Investigating a Potential Mechanism of Noise-Induced Synaptopathy
Abstract
Noise is the most common cause of preventable hearing loss, affecting 31 million Americans. A less-studied subcategory of noise-induced hearing loss is known as hidden hearing loss, in which the synapses connecting inner ear hair cells to afferent ganglion neurons are damaged (termed synaptopathy). This damage is suspected to be caused by excess glutamate release in the synaptic cleft. However, the exact mechanism of synaptopathy remains unknown, and there is currently no FDA approved treatment. Here we investigate a potential mechanism of noise-induced synaptopathy. We hypothesize that excess glutamate release following noise damage will cause AMPA receptors lacking the GluA2 subunit to leak excess calcium into the ganglion cell, and that heterogenous distribution of this GluA2 subunit will be negatively correlated with calcium entry and damage to the ganglion cell. This hypothesis was tested by using noise to damage hair cells in the zebrafish lateral line – an established vertebrate model for studying noise-induced hearing loss.

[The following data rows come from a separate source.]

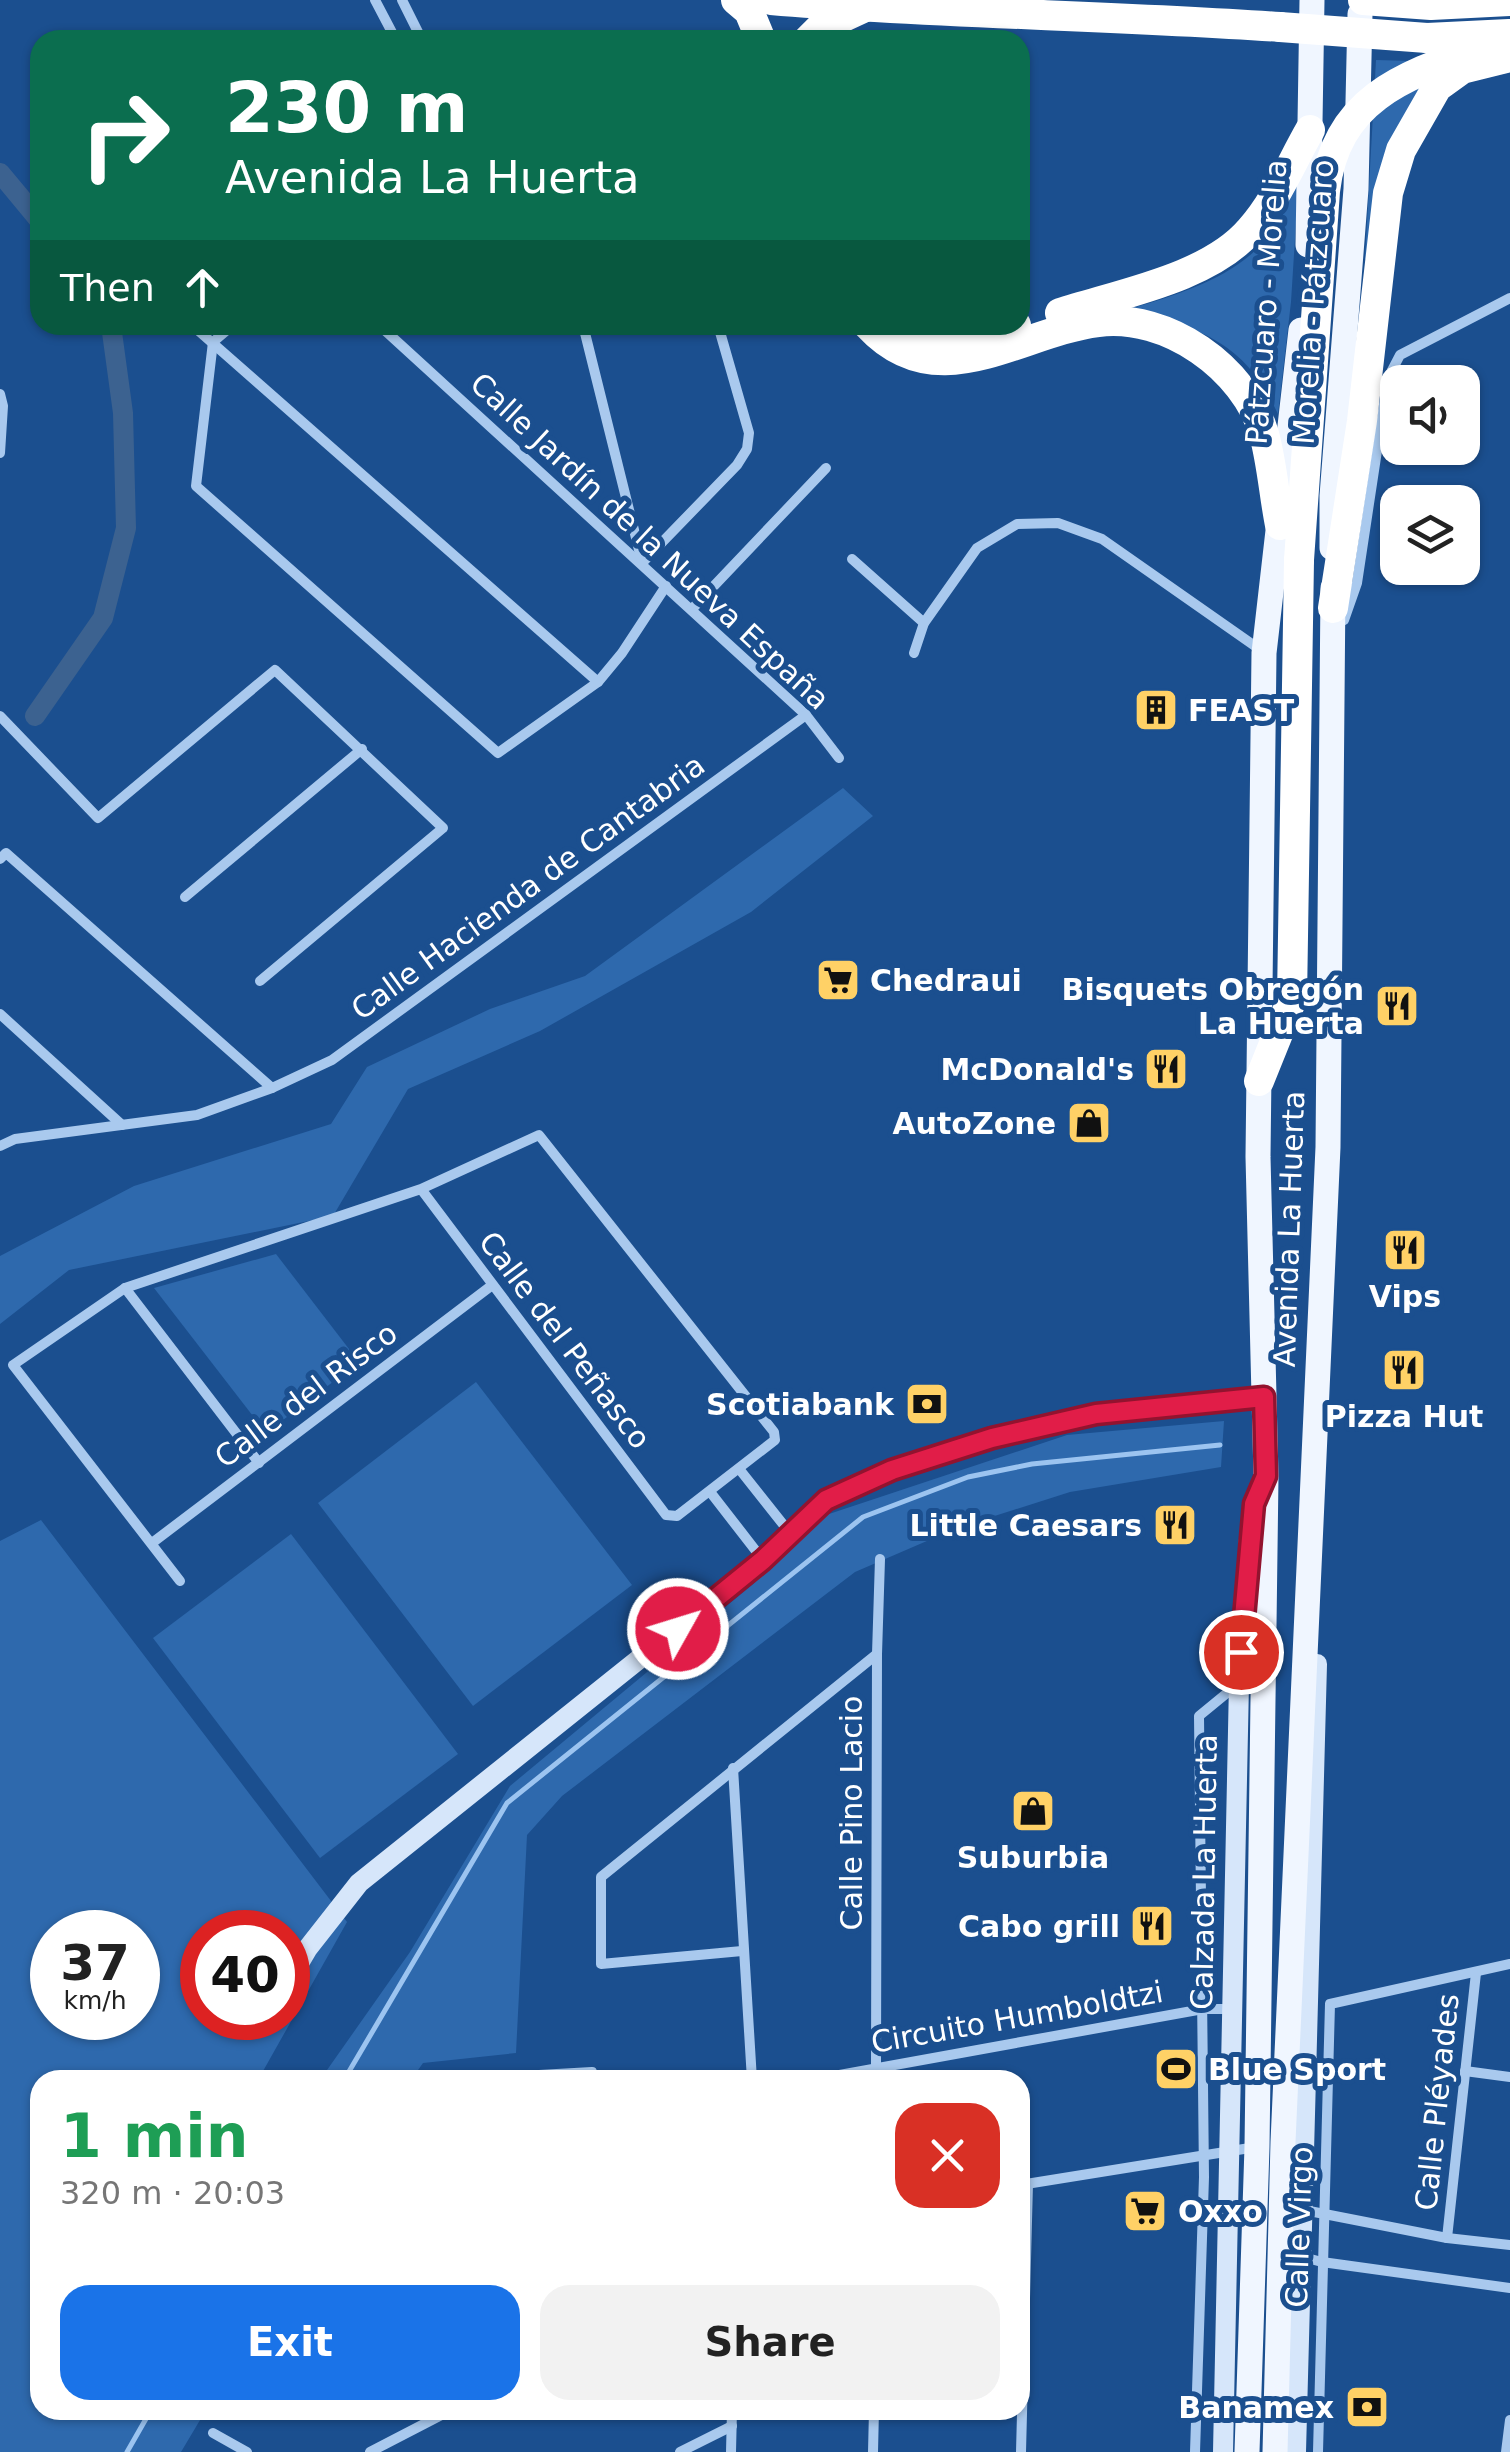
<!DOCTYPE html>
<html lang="en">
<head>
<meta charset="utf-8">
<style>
  :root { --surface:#fff; --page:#f2f2f2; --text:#222; --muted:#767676; --accent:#1a73e8 }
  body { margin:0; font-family:"DejaVu Sans",sans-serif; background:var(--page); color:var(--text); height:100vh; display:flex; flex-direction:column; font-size:38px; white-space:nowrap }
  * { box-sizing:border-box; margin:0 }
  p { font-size:32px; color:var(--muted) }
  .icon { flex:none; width:55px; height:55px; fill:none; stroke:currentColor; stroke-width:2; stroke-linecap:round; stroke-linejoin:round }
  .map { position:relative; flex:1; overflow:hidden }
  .panel { position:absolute; left:30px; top:2070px; width:1000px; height:350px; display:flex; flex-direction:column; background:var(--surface); border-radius:30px; box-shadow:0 2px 8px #0004 }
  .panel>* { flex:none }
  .hud { position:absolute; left:30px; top:30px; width:1000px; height:305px; border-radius:30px; box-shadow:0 2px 8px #0004; background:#0b6e4f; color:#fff; overflow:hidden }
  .buttons { position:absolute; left:1380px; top:365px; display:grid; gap:20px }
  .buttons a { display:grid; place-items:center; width:100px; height:100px; border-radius:20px; background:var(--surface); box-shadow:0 2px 8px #0004; font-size:50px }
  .speed { position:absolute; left:30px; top:1910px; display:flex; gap:20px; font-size:50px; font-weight:700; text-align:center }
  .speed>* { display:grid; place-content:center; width:130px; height:130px; border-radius:50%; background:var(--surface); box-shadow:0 2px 8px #0004; line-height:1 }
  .speed small { font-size:25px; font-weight:400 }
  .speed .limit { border:15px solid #d22; background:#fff; color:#111 }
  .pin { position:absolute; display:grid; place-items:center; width:85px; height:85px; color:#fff; margin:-42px; border:5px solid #fff; border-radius:50%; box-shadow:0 2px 10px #0007 }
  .me { position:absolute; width:110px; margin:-55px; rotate:51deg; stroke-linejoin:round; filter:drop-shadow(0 0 8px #0008) }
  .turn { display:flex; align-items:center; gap:35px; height:210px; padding:0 30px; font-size:45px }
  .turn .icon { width:130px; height:130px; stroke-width:2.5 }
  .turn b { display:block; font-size:70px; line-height:85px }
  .then { display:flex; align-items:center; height:95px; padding:0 30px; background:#0003; gap:20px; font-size:38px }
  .round { display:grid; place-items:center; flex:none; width:105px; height:105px; border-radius:30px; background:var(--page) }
  .head { display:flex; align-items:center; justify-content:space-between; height:170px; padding:0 30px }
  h1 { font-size:60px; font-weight:600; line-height:75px; color:#1e9e55 }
  .primary-button { display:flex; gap:20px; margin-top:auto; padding:20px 30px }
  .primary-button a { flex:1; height:115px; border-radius:30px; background:var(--accent); color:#fff; font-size:40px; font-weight:600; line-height:115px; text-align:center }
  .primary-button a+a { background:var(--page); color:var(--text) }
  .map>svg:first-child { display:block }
</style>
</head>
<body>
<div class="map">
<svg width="1510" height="2452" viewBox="0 0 1510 2452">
  <rect width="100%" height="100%" fill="#1b4f8f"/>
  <g fill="#2e69ad" fill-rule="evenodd">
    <polygon points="1376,60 1446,62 1370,259 1365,259"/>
    <path d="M1299,175L1291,302L1278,414C1244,341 1204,332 1133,308C1189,291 1249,273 1280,220C1288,206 1293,190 1299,175Z"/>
    <polygon points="843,788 873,816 751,912 540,1031 408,1089 333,1216 69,1270 0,1324 0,1256 134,1186 331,1124 367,1067 490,1009 585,976"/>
    <polygon points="276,1254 359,1362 266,1433 154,1288"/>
    <polygon points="476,1382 632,1585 473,1706 318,1503"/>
    <polygon points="1224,1421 1221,1467 1070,1492 957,1528 855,1572 562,1796 527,1835 516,2053 423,2063 411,2080 320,2080 410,1952 510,1786 753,1584 826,1515 1067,1435"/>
    <path d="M41,1520L347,1922L258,2080H40V2410H206L181,2452H0V1541ZM52,1932H138V2018H52ZM202,1932H288V2018H202Z"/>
    <polygon points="291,1534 458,1754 320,1858 153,1638"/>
  </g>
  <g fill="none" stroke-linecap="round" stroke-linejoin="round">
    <g stroke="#9cc4f0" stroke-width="5">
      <polyline points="344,2080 507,1803 863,1517 968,1477 1032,1464 1220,1445"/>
      <polyline points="127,2452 151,2410"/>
    </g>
    <g stroke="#3c6290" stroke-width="20">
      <polyline points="0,173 40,221"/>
      <polyline points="35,716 103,618 126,528 123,413 111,325"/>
    </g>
    <g stroke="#a9c9ee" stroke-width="10">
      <polyline points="375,0 396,40"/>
      <polyline points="402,0 422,40"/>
      <polyline points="192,325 598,682"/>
      <polyline points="233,325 213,342 196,486 498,753 598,682 622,653 666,586"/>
      <polyline points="379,325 806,715 839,758"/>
      <polyline points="583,325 642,562"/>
      <polyline points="0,394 3,406 0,453"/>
      <polyline points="852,559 924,623"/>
      <polyline points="642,563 737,465 747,449 749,433 718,325"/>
      <polyline points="692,609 826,468"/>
      <polyline points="1344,620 1357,583 1388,378 1400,355 1510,298"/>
      <polyline points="914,653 924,623 977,548 1017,524 1058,523 1102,539 1262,651"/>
      <polyline points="0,716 98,818 275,670 443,828 260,981"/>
      <polyline points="0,859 6,853 272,1088"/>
      <polyline points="185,897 362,749"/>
      <polyline points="0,1014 122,1125"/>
      <polyline points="0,1146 15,1139 197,1115 272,1088 332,1060 806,715"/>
      <polyline points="125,1288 259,1463"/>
      <polyline points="740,1470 790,1533"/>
      <polyline points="711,1493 763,1560"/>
      <polyline points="152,1543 491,1286"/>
      <polyline points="180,1581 13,1365 125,1288 421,1189 539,1135 774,1432 775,1440 677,1516 666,1515 421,1189"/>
      <polyline points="733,1768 752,2080"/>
      <polyline points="742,1951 601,1964 601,1877 877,1654"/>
      <polyline points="876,2067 877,1654 880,1559"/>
      <polyline points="1465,2071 1510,2077"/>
      <polyline points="452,2080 592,2072 593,2080"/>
      <polyline points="812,2080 1203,2009 1231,2009"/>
      <polyline points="1020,2185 1256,2147"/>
      <polyline points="1299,2209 1447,2238 1510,2245"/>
      <polyline points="1447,2238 1476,1973"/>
      <polyline points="1299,2256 1322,2262 1510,2288"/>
      <polyline points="213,2433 247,2452"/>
      <polyline points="370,2452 451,2410"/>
      <polyline points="680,2452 732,2426"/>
      <polyline points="731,2452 732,2410"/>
      <polyline points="873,2452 874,2410"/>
      <polyline points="1021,2452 1028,2183"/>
      <polyline points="1195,2452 1204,2177 1199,1716 1238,1684"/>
      <polyline points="1318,2452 1330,2004 1510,1964"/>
      <polyline points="1506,2452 1510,2420"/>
    </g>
    <g stroke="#d6e6fa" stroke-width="20">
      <polyline points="288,1982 308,1948 359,1883 763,1560 826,1500 892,1470 992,1438 1096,1414 1264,1397"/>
      <polyline points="262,2025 267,2018"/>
      <polyline points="1223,2452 1239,1683 1249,1539 1254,1504 1261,1486"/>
      <polyline points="1296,2452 1317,1664"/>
    </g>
    <g stroke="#f0f6ff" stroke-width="25">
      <polyline points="1308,245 1312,0"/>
      <polyline points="1332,548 1332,496 1356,189 1360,14"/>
      <polyline points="1247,2452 1257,2147 1266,1476 1258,1157 1264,653 1301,330"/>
      <polyline points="1275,2452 1283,2142 1328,1147 1333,588"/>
    </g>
    <g stroke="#fff" stroke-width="30">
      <polyline points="736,0 749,11 761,40"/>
      <path d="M771,0C940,14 1110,15 1280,27"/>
      <polyline points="1363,0 1431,5 1510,1"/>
      <polyline points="1427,38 1509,34"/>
      <polyline points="808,40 820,28 861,9"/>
      <path d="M1060,313C1119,294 1209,278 1250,230C1276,201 1291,163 1310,130"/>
      <path d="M868,325C938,401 1018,332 1098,322C1167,313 1245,368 1264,434C1272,463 1274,495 1280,525"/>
      <path d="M904,325C945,343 974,336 1016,325"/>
      <polyline points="1333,608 1362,421 1388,193 1401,150 1437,87 1462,69 1510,57"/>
      <polyline points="1259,1081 1292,999 1299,560"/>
    </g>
    <g stroke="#fff" stroke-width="30">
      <polyline points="1280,27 1427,38"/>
      <path d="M1299,560L1325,191C1337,85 1427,70 1510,38"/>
    </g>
  </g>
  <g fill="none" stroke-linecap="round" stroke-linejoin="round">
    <defs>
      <polyline id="route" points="678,1629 763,1560 826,1500 892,1470 992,1438 1096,1414 1264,1397 1266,1476 1254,1504 1241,1652"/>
    </defs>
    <use href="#route" stroke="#92132f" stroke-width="25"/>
    <use href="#route" stroke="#e11d48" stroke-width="18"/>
  </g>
  <defs>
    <symbol id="building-square" viewBox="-11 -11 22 22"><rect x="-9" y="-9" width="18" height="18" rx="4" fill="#ffd166" stroke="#1b4f8f"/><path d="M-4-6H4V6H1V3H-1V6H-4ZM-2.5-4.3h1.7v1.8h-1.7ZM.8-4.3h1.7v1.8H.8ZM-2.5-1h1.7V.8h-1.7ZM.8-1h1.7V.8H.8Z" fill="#111"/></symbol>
    <symbol id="supermarket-square" viewBox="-11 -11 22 22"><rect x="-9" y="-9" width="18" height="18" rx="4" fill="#ffd166" stroke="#1b4f8f"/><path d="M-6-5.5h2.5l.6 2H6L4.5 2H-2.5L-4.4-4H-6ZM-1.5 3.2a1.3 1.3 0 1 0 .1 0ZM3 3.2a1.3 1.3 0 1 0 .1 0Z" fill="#111"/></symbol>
    <symbol id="restaurant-square" viewBox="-11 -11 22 22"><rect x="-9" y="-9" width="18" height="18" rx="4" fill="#ffd166" stroke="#1b4f8f"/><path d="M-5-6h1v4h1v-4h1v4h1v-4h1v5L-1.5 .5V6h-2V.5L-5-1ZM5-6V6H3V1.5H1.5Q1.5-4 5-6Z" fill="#111"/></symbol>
    <symbol id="shop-square" viewBox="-11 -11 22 22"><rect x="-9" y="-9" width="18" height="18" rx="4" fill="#ffd166" stroke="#1b4f8f"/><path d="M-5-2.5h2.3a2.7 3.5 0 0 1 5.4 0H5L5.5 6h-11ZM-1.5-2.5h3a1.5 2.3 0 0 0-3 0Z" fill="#111"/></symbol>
    <symbol id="bank-square" viewBox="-11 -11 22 22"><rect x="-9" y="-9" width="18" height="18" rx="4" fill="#ffd166" stroke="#1b4f8f"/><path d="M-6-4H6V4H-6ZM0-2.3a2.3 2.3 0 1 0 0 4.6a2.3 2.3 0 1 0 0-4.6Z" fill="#111"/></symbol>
    <symbol id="stadium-square" viewBox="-11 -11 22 22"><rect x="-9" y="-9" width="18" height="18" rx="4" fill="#ffd166" stroke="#1b4f8f"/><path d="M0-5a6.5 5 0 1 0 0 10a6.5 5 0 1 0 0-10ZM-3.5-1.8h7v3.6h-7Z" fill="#111"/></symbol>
  </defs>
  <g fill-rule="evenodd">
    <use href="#building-square" x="1131" y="685" width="50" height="50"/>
    <use href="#supermarket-square" x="813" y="955" width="50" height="50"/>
    <use href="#restaurant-square" x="1372" y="981" width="50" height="50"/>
    <use href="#restaurant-square" x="1141" y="1044" width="50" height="50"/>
    <use href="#shop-square" x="1064" y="1098" width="50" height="50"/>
    <use href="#restaurant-square" x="1380" y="1225" width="50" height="50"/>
    <use href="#restaurant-square" x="1379" y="1345" width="50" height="50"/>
    <use href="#bank-square" x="902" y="1379" width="50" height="50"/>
    <use href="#restaurant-square" x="1150" y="1500" width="50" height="50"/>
    <use href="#shop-square" x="1008" y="1786" width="50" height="50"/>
    <use href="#restaurant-square" x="1127" y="1901" width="50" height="50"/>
    <use href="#stadium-square" x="1151" y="2044" width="50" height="50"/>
    <use href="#supermarket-square" x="1120" y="2186" width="50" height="50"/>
    <use href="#bank-square" x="1342" y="2382" width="50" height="50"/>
  </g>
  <g text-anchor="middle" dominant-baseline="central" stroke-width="10" stroke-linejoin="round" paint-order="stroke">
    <g font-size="30" fill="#fff" stroke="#1b4f8f">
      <text transform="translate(1266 302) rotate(-86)">Pátzcuaro - Morelia</text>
      <text transform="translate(1313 302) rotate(-86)">Morelia - Pátzcuaro</text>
      <text transform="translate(650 541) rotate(43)">Calle Jardín de la Nueva España</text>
      <text transform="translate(528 887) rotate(-36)">Calle Hacienda de Cantabria</text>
      <text transform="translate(1289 1229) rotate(-88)">Avenida La Huerta</text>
      <text transform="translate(565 1340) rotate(53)">Calle del Peñasco</text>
      <text transform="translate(306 1395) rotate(-37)">Calle del Risco</text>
      <text transform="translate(851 1813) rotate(-90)">Calle Pino Lacio</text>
      <text transform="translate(1204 1872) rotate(-89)">Calzada La Huerta</text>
      <text transform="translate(1017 2017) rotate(-10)">Circuito Humboldtzi</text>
      <text transform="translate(1437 2102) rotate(-84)">Calle Pléyades</text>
      <text transform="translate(1299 2227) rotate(-88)">Calle Virgo</text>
    </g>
    <g font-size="30" font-weight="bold" fill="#fff" stroke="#1b4f8f" text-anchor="end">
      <text x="1188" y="710" text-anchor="start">FEAST</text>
      <text x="870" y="980" text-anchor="start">Chedraui</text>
      <text x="1364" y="989">Bisquets Obregón<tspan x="1364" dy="34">La Huerta</tspan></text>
      <text x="1134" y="1069">McDonald's</text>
      <text x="1056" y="1123">AutoZone</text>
      <text x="1405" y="1296" text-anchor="middle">Vips</text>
      <text x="894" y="1404">Scotiabank</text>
      <text x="1404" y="1416" text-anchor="middle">Pizza Hut</text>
      <text x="1142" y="1525">Little Caesars</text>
      <text x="1033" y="1857" text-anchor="middle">Suburbia</text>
      <text x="1120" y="1926">Cabo grill</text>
      <text x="1208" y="2069" text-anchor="start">Blue Sport</text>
      <text x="1178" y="2211" text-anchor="start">Oxxo</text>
      <text x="1334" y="2407">Banamex</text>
    </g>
  </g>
</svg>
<div class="buttons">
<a><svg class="icon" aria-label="sound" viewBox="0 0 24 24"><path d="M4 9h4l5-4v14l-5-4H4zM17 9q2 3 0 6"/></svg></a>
<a><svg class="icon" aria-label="layers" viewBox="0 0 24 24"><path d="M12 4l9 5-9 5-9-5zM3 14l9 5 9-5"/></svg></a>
</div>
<div class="speed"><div>37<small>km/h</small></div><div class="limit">40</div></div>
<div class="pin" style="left:1241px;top:1652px;background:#d93025"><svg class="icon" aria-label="arrive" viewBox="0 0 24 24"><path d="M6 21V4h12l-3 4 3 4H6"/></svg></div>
<svg class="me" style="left:678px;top:1629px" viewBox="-20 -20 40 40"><circle r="17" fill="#e11d48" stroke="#fff" stroke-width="3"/><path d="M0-11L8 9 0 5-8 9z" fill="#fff"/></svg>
<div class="hud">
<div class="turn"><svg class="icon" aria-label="right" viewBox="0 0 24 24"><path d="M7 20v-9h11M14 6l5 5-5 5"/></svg><div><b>230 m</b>Avenida La Huerta</div></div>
<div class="then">Then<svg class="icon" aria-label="ahead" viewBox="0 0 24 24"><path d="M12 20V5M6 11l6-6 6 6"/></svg></div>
</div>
<section class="panel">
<div class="head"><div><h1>1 min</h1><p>320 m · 20:03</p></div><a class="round" style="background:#d93025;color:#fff"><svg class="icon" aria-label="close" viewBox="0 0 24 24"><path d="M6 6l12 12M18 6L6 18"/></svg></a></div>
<div class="primary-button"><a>Exit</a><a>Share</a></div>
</section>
</div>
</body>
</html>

Following noise damage, GluA2 and GluA4 subunit distribution and intracellular calcium levels were determined. Synaptic integrity and ganglion cell death were also assessed at different time points after noise exposure. This research can shed light on the suspected mechanism of AMPA-receptor mediated synaptopathy following acoustic trauma, thus uncovering a potential pharmacological target. Given the absence of an FDA approved treatment and the inefficacy of hearing aids in mitigating hidden hearing loss, our research has the potential to fill a health care gap for a currently untreatable condition.
About the Presenter
Forrest Fearington
My name is Forrest, and I am a senior in the neuroscience program here at WSUV. My interest in research was sparked watching a documentary on 21st-century biomedical breakthroughs back in middle school. Since then (and even before then), witnessing several of my family members benefit from these breakthroughs fueled my initial interest in research as an undergrad. For the past year, my work in the Coffin lab has sought to understand the molecular mechanisms of noise-induced hearing loss with the goal of developing preventative therapies. I will soon be applying to medical school, and I am hoping to use this experience to further my research career as a medical student and physician. Outside of lab, I volunteer at the local free clinic and serve as an officer for the WSUV Pre-Health Club. During my free time, I closely follow professional baseball, tutor piano (suspended by COVID), and dabble in tennis, golf, and baseball with friends and family.